━━━━━ SUPPLIED RECORDS ━━━━━
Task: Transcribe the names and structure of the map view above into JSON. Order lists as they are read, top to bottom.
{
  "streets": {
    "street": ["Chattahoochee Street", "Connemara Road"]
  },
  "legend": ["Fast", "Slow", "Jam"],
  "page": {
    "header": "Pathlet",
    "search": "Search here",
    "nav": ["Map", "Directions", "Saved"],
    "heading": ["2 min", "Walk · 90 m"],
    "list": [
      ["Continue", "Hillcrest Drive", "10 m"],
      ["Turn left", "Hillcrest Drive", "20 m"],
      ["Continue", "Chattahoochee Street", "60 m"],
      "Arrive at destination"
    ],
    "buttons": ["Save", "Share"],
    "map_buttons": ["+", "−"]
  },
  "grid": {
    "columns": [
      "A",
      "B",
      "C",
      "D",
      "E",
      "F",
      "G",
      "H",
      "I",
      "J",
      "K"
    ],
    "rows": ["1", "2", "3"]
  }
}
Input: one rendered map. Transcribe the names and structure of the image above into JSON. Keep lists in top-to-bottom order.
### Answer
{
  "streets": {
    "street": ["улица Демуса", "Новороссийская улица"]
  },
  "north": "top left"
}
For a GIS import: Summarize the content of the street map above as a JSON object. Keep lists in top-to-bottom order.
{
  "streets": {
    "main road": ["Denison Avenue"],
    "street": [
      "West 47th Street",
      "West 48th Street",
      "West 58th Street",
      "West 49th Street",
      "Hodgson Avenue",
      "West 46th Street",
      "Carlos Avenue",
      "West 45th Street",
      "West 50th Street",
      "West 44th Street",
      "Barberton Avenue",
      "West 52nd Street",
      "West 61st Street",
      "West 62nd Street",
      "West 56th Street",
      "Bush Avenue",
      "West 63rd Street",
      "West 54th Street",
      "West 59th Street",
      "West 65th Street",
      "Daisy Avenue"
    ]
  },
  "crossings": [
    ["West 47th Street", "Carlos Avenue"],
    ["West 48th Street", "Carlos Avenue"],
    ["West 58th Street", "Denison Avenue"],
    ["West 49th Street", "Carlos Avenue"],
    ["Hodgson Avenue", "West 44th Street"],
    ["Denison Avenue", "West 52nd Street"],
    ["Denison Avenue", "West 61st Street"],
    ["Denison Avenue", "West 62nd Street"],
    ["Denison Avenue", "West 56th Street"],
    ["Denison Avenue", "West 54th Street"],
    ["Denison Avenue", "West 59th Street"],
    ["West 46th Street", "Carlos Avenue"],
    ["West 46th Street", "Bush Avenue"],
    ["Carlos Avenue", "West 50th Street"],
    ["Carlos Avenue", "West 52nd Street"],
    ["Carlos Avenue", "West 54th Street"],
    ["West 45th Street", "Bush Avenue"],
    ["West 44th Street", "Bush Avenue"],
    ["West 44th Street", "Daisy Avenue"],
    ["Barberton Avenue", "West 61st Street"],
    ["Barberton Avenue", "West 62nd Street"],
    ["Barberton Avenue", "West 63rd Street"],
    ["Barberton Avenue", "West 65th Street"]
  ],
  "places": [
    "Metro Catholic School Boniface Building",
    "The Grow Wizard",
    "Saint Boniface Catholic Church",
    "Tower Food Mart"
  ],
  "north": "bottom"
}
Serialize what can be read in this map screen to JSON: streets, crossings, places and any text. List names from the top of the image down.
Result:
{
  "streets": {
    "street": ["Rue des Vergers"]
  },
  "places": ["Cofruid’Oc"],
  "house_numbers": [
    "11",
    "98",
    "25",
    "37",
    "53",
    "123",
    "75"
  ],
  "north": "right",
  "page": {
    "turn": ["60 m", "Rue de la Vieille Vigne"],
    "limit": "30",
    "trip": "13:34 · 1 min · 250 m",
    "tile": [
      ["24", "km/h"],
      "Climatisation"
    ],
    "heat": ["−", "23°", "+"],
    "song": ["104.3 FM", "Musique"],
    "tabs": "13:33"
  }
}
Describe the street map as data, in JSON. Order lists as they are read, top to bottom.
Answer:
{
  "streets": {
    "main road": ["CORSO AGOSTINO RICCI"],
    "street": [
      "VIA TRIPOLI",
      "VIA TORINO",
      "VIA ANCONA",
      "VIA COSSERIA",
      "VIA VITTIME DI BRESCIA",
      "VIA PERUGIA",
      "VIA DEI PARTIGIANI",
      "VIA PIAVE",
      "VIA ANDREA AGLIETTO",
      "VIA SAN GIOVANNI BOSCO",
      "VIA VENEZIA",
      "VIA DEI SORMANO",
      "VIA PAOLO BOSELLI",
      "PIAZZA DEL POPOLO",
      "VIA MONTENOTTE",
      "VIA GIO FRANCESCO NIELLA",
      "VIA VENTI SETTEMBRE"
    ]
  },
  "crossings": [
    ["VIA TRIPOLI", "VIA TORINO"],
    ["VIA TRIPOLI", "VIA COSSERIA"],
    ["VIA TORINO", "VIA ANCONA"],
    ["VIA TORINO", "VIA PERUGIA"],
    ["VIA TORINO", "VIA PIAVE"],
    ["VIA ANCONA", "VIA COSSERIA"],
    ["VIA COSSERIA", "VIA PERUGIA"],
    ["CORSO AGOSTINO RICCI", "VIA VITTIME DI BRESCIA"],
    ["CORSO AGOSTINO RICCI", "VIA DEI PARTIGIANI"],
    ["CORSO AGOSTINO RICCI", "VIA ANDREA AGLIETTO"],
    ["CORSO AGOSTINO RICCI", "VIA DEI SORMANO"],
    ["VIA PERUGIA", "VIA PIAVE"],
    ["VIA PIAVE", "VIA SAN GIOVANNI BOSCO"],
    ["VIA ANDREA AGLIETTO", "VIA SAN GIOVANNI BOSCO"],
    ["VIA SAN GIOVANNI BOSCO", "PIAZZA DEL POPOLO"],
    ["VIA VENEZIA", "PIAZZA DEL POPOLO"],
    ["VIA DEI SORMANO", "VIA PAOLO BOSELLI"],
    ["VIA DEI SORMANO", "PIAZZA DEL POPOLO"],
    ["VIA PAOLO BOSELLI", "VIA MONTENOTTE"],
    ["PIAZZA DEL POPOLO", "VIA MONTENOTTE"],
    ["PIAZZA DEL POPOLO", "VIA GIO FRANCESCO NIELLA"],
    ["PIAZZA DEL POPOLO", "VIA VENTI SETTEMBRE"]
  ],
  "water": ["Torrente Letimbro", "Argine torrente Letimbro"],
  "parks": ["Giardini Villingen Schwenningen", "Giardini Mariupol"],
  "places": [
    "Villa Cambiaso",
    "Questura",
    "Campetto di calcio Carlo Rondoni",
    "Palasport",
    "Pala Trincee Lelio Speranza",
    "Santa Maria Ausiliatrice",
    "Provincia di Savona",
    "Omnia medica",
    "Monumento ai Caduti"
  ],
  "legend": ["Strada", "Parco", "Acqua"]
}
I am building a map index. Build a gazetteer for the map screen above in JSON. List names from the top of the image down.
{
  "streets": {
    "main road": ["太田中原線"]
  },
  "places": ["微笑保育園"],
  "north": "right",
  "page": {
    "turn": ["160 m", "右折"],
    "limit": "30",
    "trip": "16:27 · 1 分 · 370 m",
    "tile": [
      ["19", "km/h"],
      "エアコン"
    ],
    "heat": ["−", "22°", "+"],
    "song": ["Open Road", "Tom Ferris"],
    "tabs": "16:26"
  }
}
━━━━━
EXERCISE ->
Exactly as they stand above, write out the entries.

SOLUTION TO THE PROBLEM ->
Task: Transcribe the names and structure of the map view above into JSON. Order lists as they are read, top to bottom.
{
  "streets": {
    "street": ["Chattahoochee Street", "Connemara Road"]
  },
  "legend": ["Fast", "Slow", "Jam"],
  "page": {
    "header": "Pathlet",
    "search": "Search here",
    "nav": ["Map", "Directions", "Saved"],
    "heading": ["2 min", "Walk · 90 m"],
    "list": [
      ["Continue", "Hillcrest Drive", "10 m"],
      ["Turn left", "Hillcrest Drive", "20 m"],
      ["Continue", "Chattahoochee Street", "60 m"],
      "Arrive at destination"
    ],
    "buttons": ["Save", "Share"],
    "map_buttons": ["+", "−"]
  },
  "grid": {
    "columns": [
      "A",
      "B",
      "C",
      "D",
      "E",
      "F",
      "G",
      "H",
      "I",
      "J",
      "K"
    ],
    "rows": ["1", "2", "3"]
  }
}
Input: one rendered map. Transcribe the names and structure of the image above into JSON. Keep lists in top-to-bottom order.
### Answer
{
  "streets": {
    "street": ["улица Демуса", "Новороссийская улица"]
  },
  "north": "top left"
}
For a GIS import: Summarize the content of the street map above as a JSON object. Keep lists in top-to-bottom order.
{
  "streets": {
    "main road": ["Denison Avenue"],
    "street": [
      "West 47th Street",
      "West 48th Street",
      "West 58th Street",
      "West 49th Street",
      "Hodgson Avenue",
      "West 46th Street",
      "Carlos Avenue",
      "West 45th Street",
      "West 50th Street",
      "West 44th Street",
      "Barberton Avenue",
      "West 52nd Street",
      "West 61st Street",
      "West 62nd Street",
      "West 56th Street",
      "Bush Avenue",
      "West 63rd Street",
      "West 54th Street",
      "West 59th Street",
      "West 65th Street",
      "Daisy Avenue"
    ]
  },
  "crossings": [
    ["West 47th Street", "Carlos Avenue"],
    ["West 48th Street", "Carlos Avenue"],
    ["West 58th Street", "Denison Avenue"],
    ["West 49th Street", "Carlos Avenue"],
    ["Hodgson Avenue", "West 44th Street"],
    ["Denison Avenue", "West 52nd Street"],
    ["Denison Avenue", "West 61st Street"],
    ["Denison Avenue", "West 62nd Street"],
    ["Denison Avenue", "West 56th Street"],
    ["Denison Avenue", "West 54th Street"],
    ["Denison Avenue", "West 59th Street"],
    ["West 46th Street", "Carlos Avenue"],
    ["West 46th Street", "Bush Avenue"],
    ["Carlos Avenue", "West 50th Street"],
    ["Carlos Avenue", "West 52nd Street"],
    ["Carlos Avenue", "West 54th Street"],
    ["West 45th Street", "Bush Avenue"],
    ["West 44th Street", "Bush Avenue"],
    ["West 44th Street", "Daisy Avenue"],
    ["Barberton Avenue", "West 61st Street"],
    ["Barberton Avenue", "West 62nd Street"],
    ["Barberton Avenue", "West 63rd Street"],
    ["Barberton Avenue", "West 65th Street"]
  ],
  "places": [
    "Metro Catholic School Boniface Building",
    "The Grow Wizard",
    "Saint Boniface Catholic Church",
    "Tower Food Mart"
  ],
  "north": "bottom"
}
Serialize what can be read in this map screen to JSON: streets, crossings, places and any text. List names from the top of the image down.
Result:
{
  "streets": {
    "street": ["Rue des Vergers"]
  },
  "places": ["Cofruid’Oc"],
  "house_numbers": [
    "11",
    "98",
    "25",
    "37",
    "53",
    "123",
    "75"
  ],
  "north": "right",
  "page": {
    "turn": ["60 m", "Rue de la Vieille Vigne"],
    "limit": "30",
    "trip": "13:34 · 1 min · 250 m",
    "tile": [
      ["24", "km/h"],
      "Climatisation"
    ],
    "heat": ["−", "23°", "+"],
    "song": ["104.3 FM", "Musique"],
    "tabs": "13:33"
  }
}
Describe the street map as data, in JSON. Order lists as they are read, top to bottom.
Answer:
{
  "streets": {
    "main road": ["CORSO AGOSTINO RICCI"],
    "street": [
      "VIA TRIPOLI",
      "VIA TORINO",
      "VIA ANCONA",
      "VIA COSSERIA",
      "VIA VITTIME DI BRESCIA",
      "VIA PERUGIA",
      "VIA DEI PARTIGIANI",
      "VIA PIAVE",
      "VIA ANDREA AGLIETTO",
      "VIA SAN GIOVANNI BOSCO",
      "VIA VENEZIA",
      "VIA DEI SORMANO",
      "VIA PAOLO BOSELLI",
      "PIAZZA DEL POPOLO",
      "VIA MONTENOTTE",
      "VIA GIO FRANCESCO NIELLA",
      "VIA VENTI SETTEMBRE"
    ]
  },
  "crossings": [
    ["VIA TRIPOLI", "VIA TORINO"],
    ["VIA TRIPOLI", "VIA COSSERIA"],
    ["VIA TORINO", "VIA ANCONA"],
    ["VIA TORINO", "VIA PERUGIA"],
    ["VIA TORINO", "VIA PIAVE"],
    ["VIA ANCONA", "VIA COSSERIA"],
    ["VIA COSSERIA", "VIA PERUGIA"],
    ["CORSO AGOSTINO RICCI", "VIA VITTIME DI BRESCIA"],
    ["CORSO AGOSTINO RICCI", "VIA DEI PARTIGIANI"],
    ["CORSO AGOSTINO RICCI", "VIA ANDREA AGLIETTO"],
    ["CORSO AGOSTINO RICCI", "VIA DEI SORMANO"],
    ["VIA PERUGIA", "VIA PIAVE"],
    ["VIA PIAVE", "VIA SAN GIOVANNI BOSCO"],
    ["VIA ANDREA AGLIETTO", "VIA SAN GIOVANNI BOSCO"],
    ["VIA SAN GIOVANNI BOSCO", "PIAZZA DEL POPOLO"],
    ["VIA VENEZIA", "PIAZZA DEL POPOLO"],
    ["VIA DEI SORMANO", "VIA PAOLO BOSELLI"],
    ["VIA DEI SORMANO", "PIAZZA DEL POPOLO"],
    ["VIA PAOLO BOSELLI", "VIA MONTENOTTE"],
    ["PIAZZA DEL POPOLO", "VIA MONTENOTTE"],
    ["PIAZZA DEL POPOLO", "VIA GIO FRANCESCO NIELLA"],
    ["PIAZZA DEL POPOLO", "VIA VENTI SETTEMBRE"]
  ],
  "water": ["Torrente Letimbro", "Argine torrente Letimbro"],
  "parks": ["Giardini Villingen Schwenningen", "Giardini Mariupol"],
  "places": [
    "Villa Cambiaso",
    "Questura",
    "Campetto di calcio Carlo Rondoni",
    "Palasport",
    "Pala Trincee Lelio Speranza",
    "Santa Maria Ausiliatrice",
    "Provincia di Savona",
    "Omnia medica",
    "Monumento ai Caduti"
  ],
  "legend": ["Strada", "Parco", "Acqua"]
}
I am building a map index. Build a gazetteer for the map screen above in JSON. List names from the top of the image down.
{
  "streets": {
    "main road": ["太田中原線"]
  },
  "places": ["微笑保育園"],
  "north": "right",
  "page": {
    "turn": ["160 m", "右折"],
    "limit": "30",
    "trip": "16:27 · 1 分 · 370 m",
    "tile": [
      ["19", "km/h"],
      "エアコン"
    ],
    "heat": ["−", "22°", "+"],
    "song": ["Open Road", "Tom Ferris"],
    "tabs": "16:26"
  }
}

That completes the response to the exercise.